Teníamos para ello una mina riquísima en
la Biblia y en la tradición antigua, que la Teología escolástica no
acertó a explotar, embarazada en este
punto con las especulaciones, más bien artificiosas, del Seudo-Areopagita,
por la falsa persuasión de que su autor era Dionisio Areopagita convertido por San
Pablo (Act. 17, 34).
Sin
perderse en pormenores, que podrán ser estudiados oportunamente, el trabajo
aspira a presentar un sistema doctrinal de conjunto, conexo y bien fundado, y
tal que pudiera interesar a la misma Teología, la cual haría bien en tomarlo en
cuenta para hacerse así en éste, como se ha hecho en otros puntos, cada vez más
bíblica y positiva, en la persuasión de que con eso no perdería nada; antes
ganaría mucho en relieve, precisión y colorido, pues la Biblia será siempre
el alma de la Teología, al revés de lo que se advierte en ciertos exégetas, que
quieren hacer de la Teología el alma de la Biblia.
Bien
está la especulación, pero no hay especulación más segura y fecunda que la que
gira en torno de las palabras inspiradas, de las cuales se debe decir, y con
mayoría de razón, lo que el Eclesiastés afirma de las palabras de los sabios: “las
palabras de los sabios son como aguijones y cual clavos hincados” (Ectes.

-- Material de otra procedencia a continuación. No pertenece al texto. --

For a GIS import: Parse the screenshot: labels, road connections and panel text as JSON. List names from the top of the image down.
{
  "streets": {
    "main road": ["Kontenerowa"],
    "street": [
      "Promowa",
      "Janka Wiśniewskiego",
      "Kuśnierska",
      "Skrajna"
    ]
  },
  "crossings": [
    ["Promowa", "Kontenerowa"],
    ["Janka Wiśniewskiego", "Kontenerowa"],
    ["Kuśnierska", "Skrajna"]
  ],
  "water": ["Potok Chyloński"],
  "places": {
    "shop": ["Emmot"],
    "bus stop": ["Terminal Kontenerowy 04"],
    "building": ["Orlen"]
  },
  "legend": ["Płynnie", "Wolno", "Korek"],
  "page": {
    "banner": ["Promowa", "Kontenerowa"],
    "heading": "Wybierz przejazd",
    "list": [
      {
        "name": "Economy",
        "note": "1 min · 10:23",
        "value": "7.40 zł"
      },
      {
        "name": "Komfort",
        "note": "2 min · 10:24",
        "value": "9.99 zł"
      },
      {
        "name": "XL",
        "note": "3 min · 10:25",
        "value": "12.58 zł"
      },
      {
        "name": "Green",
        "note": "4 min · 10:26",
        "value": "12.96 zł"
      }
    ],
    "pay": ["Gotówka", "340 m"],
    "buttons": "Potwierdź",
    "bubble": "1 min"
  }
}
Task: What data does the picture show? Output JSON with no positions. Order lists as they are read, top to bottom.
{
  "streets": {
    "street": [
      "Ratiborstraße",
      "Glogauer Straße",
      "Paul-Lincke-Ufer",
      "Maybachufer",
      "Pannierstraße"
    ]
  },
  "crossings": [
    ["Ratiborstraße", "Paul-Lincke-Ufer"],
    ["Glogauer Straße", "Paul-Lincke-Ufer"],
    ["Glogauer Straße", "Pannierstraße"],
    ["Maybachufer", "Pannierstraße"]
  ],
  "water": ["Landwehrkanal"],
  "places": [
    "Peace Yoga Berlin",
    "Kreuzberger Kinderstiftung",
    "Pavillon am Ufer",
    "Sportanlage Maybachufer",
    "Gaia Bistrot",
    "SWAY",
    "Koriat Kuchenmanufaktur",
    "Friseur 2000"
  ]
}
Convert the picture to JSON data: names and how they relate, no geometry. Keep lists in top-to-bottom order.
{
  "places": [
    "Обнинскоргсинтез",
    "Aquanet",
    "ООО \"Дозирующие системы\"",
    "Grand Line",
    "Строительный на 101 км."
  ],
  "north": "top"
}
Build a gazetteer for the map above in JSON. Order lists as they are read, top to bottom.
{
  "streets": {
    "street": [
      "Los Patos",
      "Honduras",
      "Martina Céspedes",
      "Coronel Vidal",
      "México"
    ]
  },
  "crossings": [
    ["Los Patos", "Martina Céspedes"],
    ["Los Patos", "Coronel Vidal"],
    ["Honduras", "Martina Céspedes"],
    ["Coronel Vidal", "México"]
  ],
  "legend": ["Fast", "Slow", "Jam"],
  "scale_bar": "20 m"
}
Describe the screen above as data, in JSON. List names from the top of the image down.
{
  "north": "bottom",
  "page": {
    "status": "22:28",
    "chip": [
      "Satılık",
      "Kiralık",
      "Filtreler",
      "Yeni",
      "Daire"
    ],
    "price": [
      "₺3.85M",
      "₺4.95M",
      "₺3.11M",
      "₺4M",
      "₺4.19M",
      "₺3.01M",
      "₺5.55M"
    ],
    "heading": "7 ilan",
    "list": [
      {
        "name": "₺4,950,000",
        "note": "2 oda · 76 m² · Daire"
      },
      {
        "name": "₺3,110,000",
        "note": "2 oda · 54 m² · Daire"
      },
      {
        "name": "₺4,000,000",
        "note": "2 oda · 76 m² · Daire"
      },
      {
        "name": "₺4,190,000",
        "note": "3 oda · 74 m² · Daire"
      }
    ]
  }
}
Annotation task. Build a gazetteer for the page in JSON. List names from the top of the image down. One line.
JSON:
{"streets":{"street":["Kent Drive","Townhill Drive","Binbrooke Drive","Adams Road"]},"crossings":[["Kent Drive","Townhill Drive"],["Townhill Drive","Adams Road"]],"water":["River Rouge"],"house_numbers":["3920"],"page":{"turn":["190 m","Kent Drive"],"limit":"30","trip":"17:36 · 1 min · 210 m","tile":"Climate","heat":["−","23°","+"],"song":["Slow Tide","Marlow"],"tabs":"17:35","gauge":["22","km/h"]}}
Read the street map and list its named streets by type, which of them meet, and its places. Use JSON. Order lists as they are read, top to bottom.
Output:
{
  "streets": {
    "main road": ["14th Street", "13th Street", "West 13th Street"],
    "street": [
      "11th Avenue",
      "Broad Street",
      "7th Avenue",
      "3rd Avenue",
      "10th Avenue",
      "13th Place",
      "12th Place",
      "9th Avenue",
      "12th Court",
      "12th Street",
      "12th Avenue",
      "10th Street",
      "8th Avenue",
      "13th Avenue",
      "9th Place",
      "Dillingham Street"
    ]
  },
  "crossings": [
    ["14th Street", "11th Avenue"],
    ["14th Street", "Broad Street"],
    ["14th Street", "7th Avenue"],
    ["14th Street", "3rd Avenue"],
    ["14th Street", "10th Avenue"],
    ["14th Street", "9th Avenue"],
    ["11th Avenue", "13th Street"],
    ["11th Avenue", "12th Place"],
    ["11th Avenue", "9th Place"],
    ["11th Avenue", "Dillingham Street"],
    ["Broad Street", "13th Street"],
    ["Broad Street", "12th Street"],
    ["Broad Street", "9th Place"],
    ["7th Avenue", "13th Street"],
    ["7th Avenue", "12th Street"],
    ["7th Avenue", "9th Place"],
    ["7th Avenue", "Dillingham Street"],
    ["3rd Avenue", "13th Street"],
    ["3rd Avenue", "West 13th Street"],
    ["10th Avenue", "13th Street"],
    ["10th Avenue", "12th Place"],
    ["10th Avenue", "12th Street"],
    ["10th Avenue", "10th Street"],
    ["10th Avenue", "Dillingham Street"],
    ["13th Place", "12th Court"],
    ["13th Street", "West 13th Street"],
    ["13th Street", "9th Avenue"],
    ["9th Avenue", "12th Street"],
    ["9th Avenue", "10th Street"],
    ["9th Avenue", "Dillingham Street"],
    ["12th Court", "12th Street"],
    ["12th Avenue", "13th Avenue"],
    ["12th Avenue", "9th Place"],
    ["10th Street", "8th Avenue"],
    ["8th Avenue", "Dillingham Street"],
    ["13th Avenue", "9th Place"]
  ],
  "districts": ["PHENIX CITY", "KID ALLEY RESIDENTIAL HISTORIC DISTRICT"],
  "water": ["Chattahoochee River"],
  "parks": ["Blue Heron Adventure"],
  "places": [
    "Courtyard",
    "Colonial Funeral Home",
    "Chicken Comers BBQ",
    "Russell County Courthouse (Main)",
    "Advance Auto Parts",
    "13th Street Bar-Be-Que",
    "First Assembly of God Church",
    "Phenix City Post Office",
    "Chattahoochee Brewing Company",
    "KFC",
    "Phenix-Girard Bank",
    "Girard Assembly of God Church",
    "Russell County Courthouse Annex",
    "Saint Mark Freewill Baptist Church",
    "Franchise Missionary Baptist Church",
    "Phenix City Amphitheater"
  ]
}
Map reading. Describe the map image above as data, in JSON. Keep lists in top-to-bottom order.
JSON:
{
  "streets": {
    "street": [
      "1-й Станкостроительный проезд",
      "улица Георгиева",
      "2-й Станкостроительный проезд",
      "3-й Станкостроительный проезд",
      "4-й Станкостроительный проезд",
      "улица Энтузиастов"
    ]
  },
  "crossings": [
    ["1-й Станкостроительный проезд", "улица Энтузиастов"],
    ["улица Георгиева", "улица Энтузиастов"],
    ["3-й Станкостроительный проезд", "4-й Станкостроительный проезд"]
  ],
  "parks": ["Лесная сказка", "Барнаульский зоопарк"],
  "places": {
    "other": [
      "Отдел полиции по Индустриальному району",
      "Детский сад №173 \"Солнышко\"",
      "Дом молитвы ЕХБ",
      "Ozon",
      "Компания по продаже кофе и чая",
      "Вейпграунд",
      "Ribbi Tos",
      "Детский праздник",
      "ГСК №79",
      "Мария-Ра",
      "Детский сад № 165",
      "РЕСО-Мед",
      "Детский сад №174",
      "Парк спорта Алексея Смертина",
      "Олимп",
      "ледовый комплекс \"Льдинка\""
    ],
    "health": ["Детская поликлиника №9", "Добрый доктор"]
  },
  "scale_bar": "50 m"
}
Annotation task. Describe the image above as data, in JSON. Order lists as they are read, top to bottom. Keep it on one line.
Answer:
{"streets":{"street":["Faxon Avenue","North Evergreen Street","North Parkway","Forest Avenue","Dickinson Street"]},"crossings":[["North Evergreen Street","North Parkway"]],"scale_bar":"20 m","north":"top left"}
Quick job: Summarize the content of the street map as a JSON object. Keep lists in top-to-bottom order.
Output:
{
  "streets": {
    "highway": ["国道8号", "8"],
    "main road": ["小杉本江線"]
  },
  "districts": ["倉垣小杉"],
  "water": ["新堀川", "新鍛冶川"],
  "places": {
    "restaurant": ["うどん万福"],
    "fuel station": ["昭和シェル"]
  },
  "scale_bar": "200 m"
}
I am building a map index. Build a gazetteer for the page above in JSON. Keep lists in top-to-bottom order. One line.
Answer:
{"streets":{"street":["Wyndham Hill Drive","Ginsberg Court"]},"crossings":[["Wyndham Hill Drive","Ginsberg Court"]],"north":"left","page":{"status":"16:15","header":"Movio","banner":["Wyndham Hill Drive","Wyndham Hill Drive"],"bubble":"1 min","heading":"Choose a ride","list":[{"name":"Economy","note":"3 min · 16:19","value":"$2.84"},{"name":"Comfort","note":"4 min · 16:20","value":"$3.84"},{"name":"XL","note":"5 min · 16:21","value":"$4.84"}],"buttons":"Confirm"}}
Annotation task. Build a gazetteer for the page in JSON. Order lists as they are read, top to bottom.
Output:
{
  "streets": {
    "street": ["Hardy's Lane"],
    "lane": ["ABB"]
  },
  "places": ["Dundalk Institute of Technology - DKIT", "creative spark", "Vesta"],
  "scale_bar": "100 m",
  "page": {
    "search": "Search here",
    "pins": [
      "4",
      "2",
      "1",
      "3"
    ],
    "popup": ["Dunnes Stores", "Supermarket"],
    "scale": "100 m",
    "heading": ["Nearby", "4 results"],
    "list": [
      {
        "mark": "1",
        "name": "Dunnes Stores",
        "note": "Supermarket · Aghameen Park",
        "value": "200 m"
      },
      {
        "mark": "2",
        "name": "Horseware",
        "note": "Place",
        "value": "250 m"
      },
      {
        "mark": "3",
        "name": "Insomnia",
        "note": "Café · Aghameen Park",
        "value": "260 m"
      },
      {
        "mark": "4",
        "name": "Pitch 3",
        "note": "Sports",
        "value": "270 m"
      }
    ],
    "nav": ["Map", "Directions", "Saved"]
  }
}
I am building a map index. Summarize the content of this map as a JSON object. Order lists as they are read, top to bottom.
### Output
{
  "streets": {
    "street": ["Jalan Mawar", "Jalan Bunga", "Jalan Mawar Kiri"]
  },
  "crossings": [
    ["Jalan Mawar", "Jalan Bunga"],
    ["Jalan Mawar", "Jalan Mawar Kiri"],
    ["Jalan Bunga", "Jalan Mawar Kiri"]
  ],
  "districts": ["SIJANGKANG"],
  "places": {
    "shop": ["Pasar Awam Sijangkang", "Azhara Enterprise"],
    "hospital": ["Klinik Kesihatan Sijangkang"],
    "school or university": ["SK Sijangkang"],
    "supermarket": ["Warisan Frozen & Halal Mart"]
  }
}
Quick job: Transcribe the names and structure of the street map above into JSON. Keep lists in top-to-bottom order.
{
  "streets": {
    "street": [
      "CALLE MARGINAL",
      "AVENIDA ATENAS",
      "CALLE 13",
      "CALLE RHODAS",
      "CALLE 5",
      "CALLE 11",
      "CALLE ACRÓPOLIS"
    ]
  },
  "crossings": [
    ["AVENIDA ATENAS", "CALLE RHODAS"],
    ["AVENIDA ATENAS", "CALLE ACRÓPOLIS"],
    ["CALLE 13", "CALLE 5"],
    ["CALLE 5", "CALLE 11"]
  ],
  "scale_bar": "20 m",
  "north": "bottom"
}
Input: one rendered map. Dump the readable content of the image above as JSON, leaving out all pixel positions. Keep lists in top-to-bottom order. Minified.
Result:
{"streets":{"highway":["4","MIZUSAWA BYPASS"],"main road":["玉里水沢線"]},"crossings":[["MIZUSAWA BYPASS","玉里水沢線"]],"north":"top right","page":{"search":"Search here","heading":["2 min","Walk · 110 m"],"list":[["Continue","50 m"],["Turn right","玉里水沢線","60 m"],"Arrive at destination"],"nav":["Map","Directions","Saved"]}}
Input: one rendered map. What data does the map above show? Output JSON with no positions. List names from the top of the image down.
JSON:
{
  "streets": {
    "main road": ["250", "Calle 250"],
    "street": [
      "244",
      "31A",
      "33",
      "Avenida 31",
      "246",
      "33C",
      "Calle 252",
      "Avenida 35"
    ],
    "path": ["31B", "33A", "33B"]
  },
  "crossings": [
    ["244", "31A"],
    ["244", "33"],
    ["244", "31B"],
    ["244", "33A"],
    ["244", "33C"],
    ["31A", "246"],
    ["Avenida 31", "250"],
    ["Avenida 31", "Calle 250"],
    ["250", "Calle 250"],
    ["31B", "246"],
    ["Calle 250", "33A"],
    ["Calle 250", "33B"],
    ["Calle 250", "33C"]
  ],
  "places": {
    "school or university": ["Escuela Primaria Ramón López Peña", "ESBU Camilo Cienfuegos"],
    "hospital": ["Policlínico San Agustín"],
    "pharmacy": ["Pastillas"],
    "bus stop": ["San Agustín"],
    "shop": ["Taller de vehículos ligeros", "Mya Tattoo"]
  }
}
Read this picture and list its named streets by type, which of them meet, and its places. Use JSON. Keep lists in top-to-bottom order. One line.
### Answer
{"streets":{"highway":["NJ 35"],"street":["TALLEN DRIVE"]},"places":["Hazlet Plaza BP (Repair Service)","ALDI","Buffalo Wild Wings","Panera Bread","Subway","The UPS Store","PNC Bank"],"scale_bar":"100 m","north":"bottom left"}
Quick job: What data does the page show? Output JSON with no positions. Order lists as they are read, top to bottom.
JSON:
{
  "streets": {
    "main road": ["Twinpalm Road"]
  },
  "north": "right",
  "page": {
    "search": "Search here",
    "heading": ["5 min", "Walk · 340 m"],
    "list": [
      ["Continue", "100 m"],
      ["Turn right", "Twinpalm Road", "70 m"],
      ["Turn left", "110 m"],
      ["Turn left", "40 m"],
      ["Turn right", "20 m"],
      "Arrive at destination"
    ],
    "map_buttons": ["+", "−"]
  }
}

12, 11). Prefiero volar atado de un hilo que me contenga dentro del espacio
real a vagar a mis anchas y sin trabas por el espacio imaginario.
I. El
Diaconado en sí como Potestad y como Sacramento
1. La
potestad diaconal y sus funciones.
La
palabra griega διακόνεω, usada ya por los trágicos, en Herodoto,
Platón y siguientes, equivale a la latina ministro, administro,
paro, praeparo, que es cuanto en castellano “servir” en sentido
de preparar, repartir, distribuir alguna cosa a alguno o en nombre de alguno, particularmente
en la mesa (Anacr. 4, 50; Athen. 6, 46). El vocablo abstracto διακονια, en su acepción clásica, viene usado ya por Platón
y Thucídides para indicar cualquier manera de servicio o ministerio,
particularmente el de la mesa. (Xenoph. Oec. 7, 41), y luego el conjunto de
vasos en que se sirven los manjares (Athen., página 208 a), lo mismo que
nosotros llamamos servicio de mesa, y en este sentido se usa una vez en I
Mac. 11, 58. Por semejante manera, el nombre concreto διακονος o διακῶν, como nombre de oficio más que de condición, no
significa precisamente el siervo o esclavo, sino el sirviente, encargado o ministro;
algo así como encargado o mozo de servicio, con referencia particular a la mesa
y los festines principalmente de los reyes y de los dioses.
Tenemos
de lo primero un ejemplo flamante en el libro de Ester, donde sale hasta
cuatro veces la palabra διακονος o διακονια para significar el ministerio de
los eunucos, que estaban al inmediato servicio del rey Assuero, y que
eran por cierto en número de siete, señalados allí por sus propios nombres (Est.
1, 10; 2, 2; 6, 3-5).
De lo
segundo, en el CIG, n. 1800 tenemos una inscripción en que se hace mención del
Colegio de los diáconos (diakonon) de Serapis, lsis, Anubis, a los
cuales presidía un sacerdote (lereus) (Thieme. Inschr. von
Magnesia, pag. 17 s.). Y en este servicio sagrado parece entrar por mucho el
servicio a la mesa del dios respectivo. Así parece poderse colegir de estas dos
invitaciones a la mesa del señor Serapis (siglos II y III), sacadas de los Papiros
de Oxirynkho, publicados por Grenfell y Hunt (1898-1903).
a) “Antonio,
hijo de Ptolomeo, te convida a comer con él a la mesa del señor Serapis, en la
casa de Claudio, hijo de Serapión, el 16 del corriente a la hora de nona” (N.
253).
b) “Khairemón
te convida a comer a la mesa del señor Serapis, en el propio Serapeo, mañana 15
del corriente, a la hora nona” (N. 110).
Nada
más puesto en razón que el suponer que en estos convites sagrados a la mesa de
Serapis, análogos a los que S. Pablo prohíbe a los fieles de Corinto (I
Cor. cc. 8-10), sirvieran los mencionados diáconos del Colegio de Serapis,
y aún esa sería tal vez la razón principal de su institución pagana.
Por el
uso que de las dichas palabras se hace en el N. T. se desprende claramente que
el oficio de diácono puede tomarse genérica y específicamente. Genéricamente
se significa por él cualquier servicio o ministerio desempeñado a favor de tercero,
bien por propia iniciativa o bien en nombre de otro, tal como ayudar al prójimo
en cualquier necesidad, particularmente en servicios humildes (Mat. 20, 27
s.; 23, 11; Mc. 9, 35; 10, 43-45; Lc. 22, 26; II Tim, 4, 11), prepararle o
suministrarle lo que necesita (Mat. 4, 11; 25, 44 ; 27, 55; Mc. 1, 13 ; Lc.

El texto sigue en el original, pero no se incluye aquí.